How does property development finance work? – Mike Collins Mortgage Broker

Financial consultant Mike Collins explains how you can kickstart a large-scale development or buy-to-let property with help from property development finance.

If you’re looking for a short-term property loan, property development finance is used for funding commercial, residential and mix-use projects,” he said.

Perhaps you’re knocking down and rebuilding? Property finance is an umbrella term that applies to a variety of finance options such as mortgages, bridging loans or personal loans but refers to significant building or renovation works.”

Read on to discover more from Mike Collins about some of the finance options available.

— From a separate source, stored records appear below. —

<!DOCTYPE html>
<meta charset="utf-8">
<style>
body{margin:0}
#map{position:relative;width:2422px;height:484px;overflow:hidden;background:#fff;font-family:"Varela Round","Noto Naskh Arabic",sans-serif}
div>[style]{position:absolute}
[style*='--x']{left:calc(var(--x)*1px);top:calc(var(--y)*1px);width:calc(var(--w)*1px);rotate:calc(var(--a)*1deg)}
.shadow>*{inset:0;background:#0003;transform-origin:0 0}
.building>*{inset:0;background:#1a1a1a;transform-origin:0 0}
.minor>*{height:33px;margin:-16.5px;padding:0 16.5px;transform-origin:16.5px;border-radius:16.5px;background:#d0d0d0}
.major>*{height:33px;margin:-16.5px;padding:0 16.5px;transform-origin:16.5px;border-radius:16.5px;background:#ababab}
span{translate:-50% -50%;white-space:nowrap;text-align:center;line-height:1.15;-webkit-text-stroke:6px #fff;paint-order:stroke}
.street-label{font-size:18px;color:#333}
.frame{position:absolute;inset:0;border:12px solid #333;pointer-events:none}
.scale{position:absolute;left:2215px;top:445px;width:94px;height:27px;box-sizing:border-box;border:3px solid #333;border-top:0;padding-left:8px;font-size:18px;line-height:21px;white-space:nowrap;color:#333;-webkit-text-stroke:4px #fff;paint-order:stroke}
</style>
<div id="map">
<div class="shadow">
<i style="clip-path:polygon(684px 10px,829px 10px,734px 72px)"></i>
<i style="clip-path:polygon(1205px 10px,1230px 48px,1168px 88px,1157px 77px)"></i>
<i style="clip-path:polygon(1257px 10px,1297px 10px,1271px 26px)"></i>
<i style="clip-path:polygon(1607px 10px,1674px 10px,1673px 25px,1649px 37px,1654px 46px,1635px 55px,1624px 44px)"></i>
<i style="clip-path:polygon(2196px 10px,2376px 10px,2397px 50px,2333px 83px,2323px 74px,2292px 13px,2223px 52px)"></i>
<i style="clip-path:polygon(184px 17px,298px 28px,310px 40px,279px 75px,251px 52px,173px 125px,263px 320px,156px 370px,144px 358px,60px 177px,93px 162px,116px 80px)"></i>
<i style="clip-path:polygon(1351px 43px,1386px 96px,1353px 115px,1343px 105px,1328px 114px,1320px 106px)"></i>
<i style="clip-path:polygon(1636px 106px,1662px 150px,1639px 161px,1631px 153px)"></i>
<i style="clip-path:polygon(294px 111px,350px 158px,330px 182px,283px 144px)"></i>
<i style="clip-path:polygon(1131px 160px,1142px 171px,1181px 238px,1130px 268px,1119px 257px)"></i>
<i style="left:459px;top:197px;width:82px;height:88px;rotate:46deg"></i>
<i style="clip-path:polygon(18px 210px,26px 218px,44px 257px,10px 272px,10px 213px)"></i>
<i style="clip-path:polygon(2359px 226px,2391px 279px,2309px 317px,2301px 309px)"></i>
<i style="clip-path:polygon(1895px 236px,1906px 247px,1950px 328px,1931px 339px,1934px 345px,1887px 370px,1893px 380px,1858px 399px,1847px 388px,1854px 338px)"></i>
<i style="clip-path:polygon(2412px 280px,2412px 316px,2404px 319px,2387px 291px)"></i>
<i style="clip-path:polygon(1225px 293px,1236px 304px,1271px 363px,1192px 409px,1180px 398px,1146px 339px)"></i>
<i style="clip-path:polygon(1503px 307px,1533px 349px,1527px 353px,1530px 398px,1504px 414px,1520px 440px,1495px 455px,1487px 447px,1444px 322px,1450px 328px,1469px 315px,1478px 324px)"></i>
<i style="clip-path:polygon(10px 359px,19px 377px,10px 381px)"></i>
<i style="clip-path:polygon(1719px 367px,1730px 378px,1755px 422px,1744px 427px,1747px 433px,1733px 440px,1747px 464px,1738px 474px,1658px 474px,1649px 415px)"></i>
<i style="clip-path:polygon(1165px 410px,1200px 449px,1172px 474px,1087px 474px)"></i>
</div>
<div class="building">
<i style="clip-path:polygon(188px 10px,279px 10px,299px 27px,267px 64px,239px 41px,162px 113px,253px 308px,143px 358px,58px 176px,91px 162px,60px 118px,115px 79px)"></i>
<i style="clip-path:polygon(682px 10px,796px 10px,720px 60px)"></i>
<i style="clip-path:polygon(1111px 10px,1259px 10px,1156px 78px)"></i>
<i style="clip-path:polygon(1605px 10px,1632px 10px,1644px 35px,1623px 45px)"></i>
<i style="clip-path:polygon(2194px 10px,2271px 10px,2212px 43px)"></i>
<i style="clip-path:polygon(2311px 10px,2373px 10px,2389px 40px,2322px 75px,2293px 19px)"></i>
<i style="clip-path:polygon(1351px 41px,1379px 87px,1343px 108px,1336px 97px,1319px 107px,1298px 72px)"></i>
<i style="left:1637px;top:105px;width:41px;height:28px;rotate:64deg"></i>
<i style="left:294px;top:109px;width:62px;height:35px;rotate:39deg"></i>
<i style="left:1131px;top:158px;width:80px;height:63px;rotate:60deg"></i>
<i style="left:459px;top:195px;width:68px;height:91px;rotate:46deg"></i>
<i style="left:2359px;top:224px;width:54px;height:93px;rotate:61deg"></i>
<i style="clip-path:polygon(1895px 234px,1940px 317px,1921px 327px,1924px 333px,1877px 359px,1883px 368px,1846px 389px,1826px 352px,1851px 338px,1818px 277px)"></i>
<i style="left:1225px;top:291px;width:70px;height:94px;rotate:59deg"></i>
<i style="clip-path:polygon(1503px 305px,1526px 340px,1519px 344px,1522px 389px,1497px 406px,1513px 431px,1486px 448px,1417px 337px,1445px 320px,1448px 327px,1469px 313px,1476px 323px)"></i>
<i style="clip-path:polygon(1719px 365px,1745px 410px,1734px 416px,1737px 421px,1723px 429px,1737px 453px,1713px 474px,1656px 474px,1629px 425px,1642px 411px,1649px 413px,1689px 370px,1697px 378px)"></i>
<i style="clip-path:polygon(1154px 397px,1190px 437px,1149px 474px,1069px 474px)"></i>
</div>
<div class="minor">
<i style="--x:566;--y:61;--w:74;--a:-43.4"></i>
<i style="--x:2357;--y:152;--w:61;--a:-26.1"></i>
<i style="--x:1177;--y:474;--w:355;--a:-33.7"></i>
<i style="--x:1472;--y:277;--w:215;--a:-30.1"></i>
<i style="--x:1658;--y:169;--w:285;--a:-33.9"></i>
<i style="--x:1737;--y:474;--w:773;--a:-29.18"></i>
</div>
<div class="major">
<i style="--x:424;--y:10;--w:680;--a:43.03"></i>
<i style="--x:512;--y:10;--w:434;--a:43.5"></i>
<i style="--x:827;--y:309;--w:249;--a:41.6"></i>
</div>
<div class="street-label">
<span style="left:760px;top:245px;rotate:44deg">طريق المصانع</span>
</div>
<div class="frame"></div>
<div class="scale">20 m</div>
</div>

Work out which finance options suits your situation

If you’re new to the whole property finance world, first work out which finance option will suit you most. Today, I’ll be looking at these options:

Working on a larger project with big construction costs? A property development loan might be the way to go.
Dying to buy your dream home but not sold your current one? Perhaps you want to buy a doer-upper? A bridging loan could offer a solution.

Who is eligible for private property development finance?

 If you want to renovate a residential property but don’t have the cash right now, private property finance can help. Individuals, property developers and building firms can all apply.

Whether you are eligible or not will depend on either a detailed business plan or a good credit rating. A good investment strategy also helps.

Raising finance

There are a few ways of raising finance for your development plans.

A bridging loan is often used for light refurbishments (e.g. decorating or a new kitchen) rather than heavy works such as a conversion or structural alterations.

If you already have a mortgage on your property, you could consider a second charge mortgage to allow you to leverage capital accumulated in your property through your existing mortgage to raise more cash. The only problem is you’d be paying off two mortgages but it could save you from paying early repayment charges.

How does a bridging loan work?

With bridging finance, you get a short term one-off loan to ‘bridge’ a gap in cash flow.

Bridging finance would be more appropriate if you’re looking at a lighter refurbishment as mentioned above.

If you need cash quickly, this is also a great option with money available in as few as three days. However, interest rates are high – but can be affordable due to their short-term nature.

How does a property development loan work?

Unlike a bridging loan, a property development loan is paid out in stages, with funds released once key parts of the project have been completed.

You may be able to qualify for more money with a property development loan than other types – and that’s why it’s the preferred choice for major works.

A development loan comes in two sections:

Cash to purchase the site – Usually the first lump of cash someone will need is used to assist with the purchase of the development site. It could be land for a series of new properties to be built on or an existing property that needs refurbishment.
Money to fund the building costs – The second part of the loan is used to pay for any building work costs associated with the project. It can be handed out in stages (staged drawdown) rather than one whole amount. This often happens once a month as works are completed on the project.

The development loan is agreed at the outset and repaid via the sale of the property or mortgage finance.